The boss seems to have great expectations in UI/UX, and maybe this term gives him some fantasy about our work. We work in france and as I say, this term is quite new here, and I think people don't always use it in it's right meaning. The stuff is trendy, and it's cool to say that the staff is doing UI/UX even if it's meaningless or even worse, false. And what does it mean doing UI/UX? When you work on an interface you HAVE to take care of the users and their experience. I can't believe a great professional wouldn't.


I come from art and graphic design. Then, I learn programming and start to hack gently. I've always considering that this way was right and believe that every small team front-end developper have to deal with UX, and will not just implement what the UX guy has build for him. I don't believe it works that way in most of the small teams, but I believe it does in larger one.



Answer



This is not the definite answer, but perhaps you can try to think of the difference between UI/UX and front-end development as the difference between design and implementation. The problem is that UX designers tend to come from either a graphic design or software development background, and so there are naturally overlaps between their role and that of a 'web designer/developer'. I would think that someone who is a UX specialist looks more at the human side of the design process, and would tend to do research and ask questions that will form the basis for coming up with design concepts/ideas, and then also doing user testing and evaluation to validate these ideas post development (or as part of the development cycle).
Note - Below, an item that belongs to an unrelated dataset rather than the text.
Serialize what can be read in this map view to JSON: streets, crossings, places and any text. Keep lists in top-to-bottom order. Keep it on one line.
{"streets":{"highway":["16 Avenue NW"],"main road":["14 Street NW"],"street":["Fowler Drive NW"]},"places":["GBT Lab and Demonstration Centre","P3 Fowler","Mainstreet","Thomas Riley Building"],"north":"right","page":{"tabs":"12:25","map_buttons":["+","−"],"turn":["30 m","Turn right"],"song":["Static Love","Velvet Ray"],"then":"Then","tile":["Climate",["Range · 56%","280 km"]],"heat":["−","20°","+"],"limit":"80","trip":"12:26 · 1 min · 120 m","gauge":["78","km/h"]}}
If you really want to cut through all the jargon and terminology, UX is really just a philosophy/concept/approach, depending on how much you believe it needs to be in concrete or is subject to intrepretation. But in principle if you think more like a user (i.e. from a user-centric, goal driven perspective) rather than a developer (i.e. from a functional, specification/implementation perspective) then you are on a good path to becoming a UX practitioner. This is what they refer to as the user-centric approach to design and development. In comparison, UI is a little less abstract because it deals directly with the user interface aspect, and although it can be as high level as creating design patterns and libraries, you can also get down to specific details like individual UI components and elements.



I am happy to answer more specific questions, but the thing about hype is that people will get over it soon enough and face reality.